BEGIN

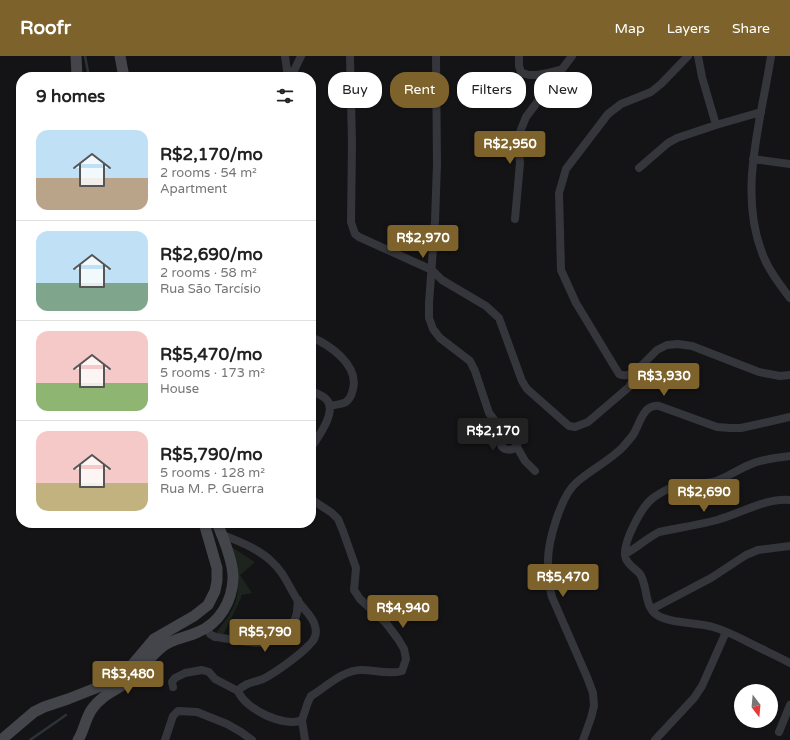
<!DOCTYPE html>
<html lang="en">
<head>
<meta charset="utf-8">
<style>
	:root { --surface:#fff; --page:#f2f2f2; --text:#222; --muted:#767676; --line:#e0e0e0; --accent:#7d622b }
	body { margin:0; font-family:"Varela Round",sans-serif; background:var(--page); color:var(--text); height:100vh; display:flex; flex-direction:column; font-size:15px; white-space:nowrap }
	* { box-sizing:border-box; margin:0 }
	p { font-size:13px; color:var(--muted) }
	.icon { flex:none; width:22px; height:22px; fill:none; stroke:currentColor; stroke-width:2; stroke-linecap:round; stroke-linejoin:round }
	.map { position:relative; flex:1; overflow:hidden }
	.details { position:absolute; left:16px; top:16px; width:300px; height:456px; display:flex; flex-direction:column; background:var(--surface); border-radius:16px; box-shadow:0 1px 3px #0004 }
	.details>* { flex:none }
	.hud { position:absolute; left:328px; top:16px; width:380px; height:36px; display:flex; gap:8px }
	.needle { width:26px; rotate:164deg }
	.tools { position:absolute; left:734px; top:628px; display:grid; gap:8px }
	.tools a { display:grid; place-items:center; width:44px; height:44px; border-radius:50%; background:var(--surface); box-shadow:0 1px 3px #0004; font-size:20px }
	.price { position:absolute; translate:-50% -34px; padding:0 9px; border-radius:4px; background:var(--accent); color:#fff; font-size:13px; line-height:26px; filter:drop-shadow(0 1px 2px #0008) }
	.price::after { content:''; position:absolute; left:50%; top:24px; width:12px; height:9px; margin-left:-6px; background:inherit; clip-path:polygon(0 0,100% 0,50% 100%) }
	.price.on { background:#222; color:#fff }
	ul { padding:0; list-style:none }
	li { display:flex; align-items:center; gap:12px; height:100px; padding:0 20px }
	li+li { border-top:1px solid var(--line) }
	li span { display:grid; place-items:center; flex:none; width:112px; height:80px; border-radius:12px; color:#555 }
	li>.icon { margin-inline-start:auto }
	span .icon { width:48px; height:48px; fill:#fffc; stroke-width:1 }
	li b { font-size:17px }
	h2 { display:flex; justify-content:space-between; align-items:center; height:48px; padding:0 20px; font-size:17px }
	.tag { padding:0 14px; border-radius:16px; background:var(--surface); box-shadow:0 1px 3px #0004; font-size:14px; line-height:36px }
	.tag.on { background:var(--accent); color:#fff }
	header { display:flex; align-items:center; gap:24px; box-sizing:border-box; height:56px; padding:0 20px; background:var(--accent); color:#fff }
	header strong { font-size:19px }
	nav { display:flex; gap:22px; margin-inline-start:auto; font-size:14px }
	.map>svg:first-child { display:block }
</style>
</head>
<body>
<header>
<strong>Roofr</strong>
<nav><a>Map</a><a>Layers</a><a>Share</a></nav>
</header>
<div class="map">
<svg width="790" height="684" viewBox="0 0 790 684">
	<rect width="100%" height="100%" fill="#141416"/>
	<path fill="#1c241d" d="M 233,492 L 255,506 L 240,519 L 252,537 L 241,539 L 241,542 L 223,579 L 216,577 C 244,543 240,534 231,493 Z"/>
	<g fill="none" stroke-linecap="round" stroke-linejoin="round">
		<path stroke="#2b3339" stroke-width="2.5" d="M 85,0 L 89,21
			M 30,684 L 66,659"/>
		<path stroke="#35363b" stroke-width="8" d="M 285,0 L 288,21
			M 350,0 L 352,87 L 351,166 L 355,178 L 359,181 L 432,214 L 442,224 L 486,250 L 499,262 L 522,325 L 527,333 L 569,370 L 575,371 L 588,366 L 629,331 L 640,311 L 657,294 L 667,289 L 678,288 L 692,290 L 759,316 L 780,320 L 790,319
			M 436,0 L 437,108 L 435,165 L 429,247 L 429,262 L 433,273 L 440,282 L 470,305 L 475,315 L 489,357 L 502,374
			M 519,0 L 519,10 L 521,16 C 531,23 549,16 560,14
			M 698,0 L 702,21 L 716,69
			M 771,0 C 761,67 736,139 765,204 C 771,218 781,230 790,242
			M 291,21 L 301,0
			M 753,103 L 790,108
			M 639,112 L 668,87 L 677,82 L 716,69 L 761,56
			M 515,163 L 520,107 L 518,89 L 520,76 L 526,61 L 572,0
			M 311,281 C 330,289 359,309 353,333 C 352,338 350,343 346,346 C 342,348 335,349 330,350
			M 640,312 C 633,316 628,322 619,318 L 576,247 L 561,214 L 559,137 L 566,113 L 608,58 L 621,48 L 651,36 L 661,28 L 688,0
			M 311,335 C 316,337 323,339 327,344 C 337,356 318,381 311,392
			M 505,373 L 513,373 L 519,379 C 521,400 494,398 500,376 Z
			M 517,391 L 525,405 L 535,415
			M 790,400 C 776,402 761,403 749,409 C 737,414 728,421 716,425 C 702,429 687,426 672,431 C 666,434 658,438 653,442 C 642,450 620,490 626,503 C 629,510 636,513 640,518 C 648,530 644,551 657,559 C 670,568 698,566 713,571 C 724,574 734,579 744,584 C 759,592 775,599 790,607
			M 223,479 C 238,485 259,493 271,505 C 284,516 289,531 298,545 C 303,553 313,560 315,570 C 317,577 315,584 309,589 C 300,599 275,617 263,623 C 255,626 244,627 238,635
			M 625,498 C 637,492 647,482 659,476 C 678,472 698,469 717,464 C 739,458 768,441 790,444
			M 652,553 L 711,522 L 746,499 L 758,494 L 790,490
			M 207,571 L 210,578 L 215,581 C 239,583 271,597 288,573 C 291,569 295,565 296,560 C 298,555 297,549 298,544
			M 173,631 L 172,626 L 175,622 L 185,617 L 202,614 L 209,616 L 215,623 L 238,635
			M 238,635 C 245,653 284,672 302,664
			M 779,676 L 790,649
			M 165,684 L 173,660 L 178,655 L 197,656 L 227,668 L 241,676 L 252,684
			M 305,684 L 302,664 L 308,646 L 311,640 C 326,631 343,614 361,614 C 376,614 388,619 402,615 L 406,603 L 404,593 L 398,583 L 386,567 L 360,543 L 354,534 L 356,512 L 343,475 L 338,463 L 332,457 L 311,443
			M 583,684 L 591,662 L 594,650 L 593,637 L 587,621 L 552,541 C 549,530 547,517 548,505 C 548,485 561,439 577,426 C 592,413 609,405 623,391 C 626,387 630,383 633,379 C 640,368 643,348 659,350 L 717,371 L 730,372 L 741,372 L 790,361
			M 655,684 L 694,642 L 702,630 L 726,576"/>
		<path stroke="#43454b" stroke-width="11" d="M 76,0 L 77,21
			M 120,0 L 124,21
			M 1,684 L 34,656 L 44,651 L 68,643 L 101,630 L 119,621 L 127,615 L 154,583 L 194,560 L 208,549 L 215,535 L 217,525 L 217,512 L 204,467
			M 78,684 C 84,675 85,663 92,653 C 103,637 119,634 132,622 C 143,613 150,600 162,591 C 173,582 186,582 198,576 C 220,567 232,545 233,523 C 234,507 223,481 217,467"/>
	</g>
</svg>
<div class="tools">
<a><svg class="needle" viewBox="-14 -14 28 28"><path d="M0-13l5 13h-10z" fill="#e53935"/><path d="M0 13l5-13h-10z" fill="#767676"/></svg></a>
</div>
<b class="price" style="left:510px;top:109px">R$2,950</b>
<b class="price" style="left:423px;top:203px">R$2,970</b>
<b class="price" style="left:664px;top:341px">R$3,930</b>
<b class="price on" style="left:493px;top:396px">R$2,170</b>
<b class="price" style="left:704px;top:457px">R$2,690</b>
<b class="price" style="left:563px;top:542px">R$5,470</b>
<b class="price" style="left:403px;top:573px">R$4,940</b>
<b class="price" style="left:265px;top:597px">R$5,790</b>
<b class="price" style="left:128px;top:639px">R$3,480</b>
<div class="hud">
<a class="tag">Buy</a>
<a class="tag on">Rent</a>
<a class="tag">Filters</a>
<a class="tag">New</a>
</div>
<section class="details">
<h2>9 homes<svg class="icon" aria-label="filters" viewBox="0 0 24 24"><path d="M4 7h16M4 17h16"/><circle cx="9" cy="7" r="2"/><circle cx="15" cy="17" r="2"/></svg></h2>
<ul>
<li><span style="background:linear-gradient(#bfe0f5 60%,#b9a48a 0)"><svg class="icon" aria-label="home" viewBox="0 0 24 24"><path d="M3 11l9-7 9 7M6 9v11h12V9"/></svg></span><div><b>R$2,170/mo</b><p>2 rooms · 54 m²</p><p>Apartment</p></div></li>
<li><span style="background:linear-gradient(#bfe0f5 65%,#7fa58c 0)"><svg class="icon" aria-label="home" viewBox="0 0 24 24"><path d="M3 11l9-7 9 7M6 9v11h12V9"/></svg></span><div><b>R$2,690/mo</b><p>2 rooms · 58 m²</p><p>Rua São Tarcísio</p></div></li>
<li><span style="background:linear-gradient(#f6c9c9 65%,#8fb573 0)"><svg class="icon" aria-label="home" viewBox="0 0 24 24"><path d="M3 11l9-7 9 7M6 9v11h12V9"/></svg></span><div><b>R$5,470/mo</b><p>5 rooms · 173 m²</p><p>House</p></div></li>
<li><span style="background:linear-gradient(#f6c9c9 65%,#c2b280 0)"><svg class="icon" aria-label="home" viewBox="0 0 24 24"><path d="M3 11l9-7 9 7M6 9v11h12V9"/></svg></span><div><b>R$5,790/mo</b><p>5 rooms · 128 m²</p><p>Rua M. P. Guerra</p></div></li>
</ul>
</section>
</div>
</body>
</html>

END

* Directions for this task:
The expected output is exactly the lines of the listing above between the line holding "position:absolute; left:734px; top:628px;" and the line holding "position:absolute; translate:-50% -34px;", inclusive.

* Exercise output:
	.tools { position:absolute; left:734px; top:628px; display:grid; gap:8px }
	.tools a { display:grid; place-items:center; width:44px; height:44px; border-radius:50%; background:var(--surface); box-shadow:0 1px 3px #0004; font-size:20px }
	.price { position:absolute; translate:-50% -34px; padding:0 9px; border-radius:4px; background:var(--accent); color:#fff; font-size:13px; line-height:26px; filter:drop-shadow(0 1px 2px #0008) }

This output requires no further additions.